Behavioral Neuroscience, Experimental and Biological Psychology, Philipps-University of Marburg, Gutenbergstr. 18, 35032, Marburg, Germany.
Department of Pharmacology and Therapeutics, McGill University, McIntyre Medical Building Rm. 1325, 3655 Promenade Sir William Osler, Montreal, QC, H3G 1Y6, Canada.

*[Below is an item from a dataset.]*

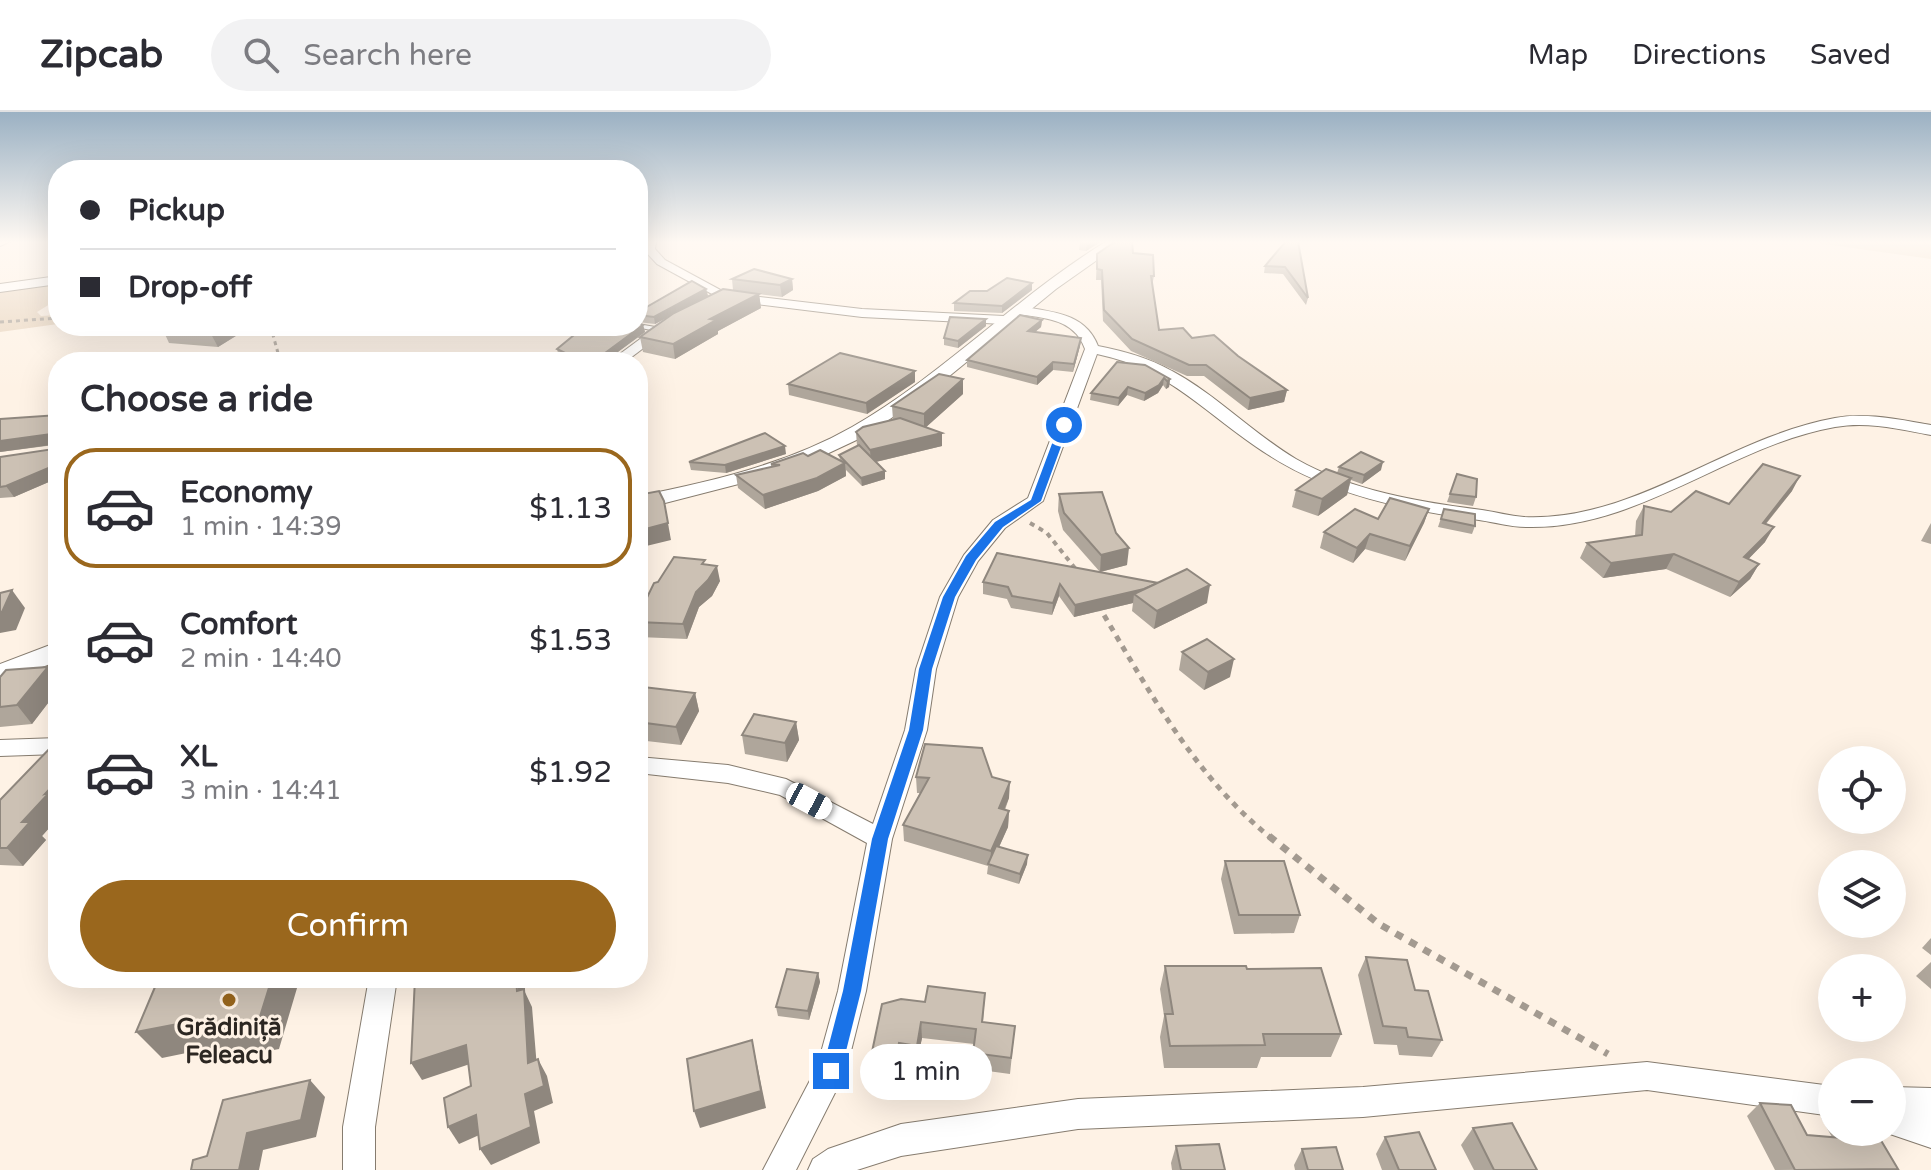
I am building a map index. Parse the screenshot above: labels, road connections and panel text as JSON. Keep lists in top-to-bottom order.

Psychopharmacology (Berl). 2018 Aug;235(8):2435-2445. doi: 10.1007/s00213-018-4942-4. Epub 2018 Jun 16.
Adult rat 22-kHz vocalizations are often associated with alarm or distress, whereas a subset of 50-kHz calls is preferentially emitted in response to amphetamine and other rewarding stimuli. Whether any 50-kHz calls reflect anxiety is unknown.
To determine the effects of anxiogenic drugs on 50-kHz call rate and call subtype profile, in comparison with D-amphetamine.
Adult male rats received systemic amphetamine (1 mg/kg) three times several days before testing. Ultrasonic vocalizations were then recorded after acute intraperitoneal injection of amphetamine or one of five anxiogenic drugs: yohimbine (2.5 mg/kg), N-methyl-β-carboline-3-carboxamide (FG 7142, 5 mg/kg), pentylenetetrazol (PTZ, 20 mg/kg), m-chlorophenylpiperazine (mCPP, 1 mg/kg), caffeine (25 mg/kg), or vehicle.
The duration of immobility was increased by FG 7142, PTZ, and mCPP; this measure was unchanged by yohimbine and reduced by the locomotor stimulant drugs amphetamine and caffeine. Conversely, the 50-kHz call rate was reduced by FG 7142, PTZ and mCPP, and increased by caffeine and amphetamine. Overall, the most common 50-kHz call subtypes were flat, trill, step-up, and complex. Consistent with previous reports, amphetamine increased the relative prevalence of trill calls while reducing the relative prevalence of flat calls. Yohimbine and caffeine reduced flat call prevalence, whereas mCPP reduced trill call prevalence. No other shifts in the call profile were observed, and no anxiogenic drug induced 22-kHz calls.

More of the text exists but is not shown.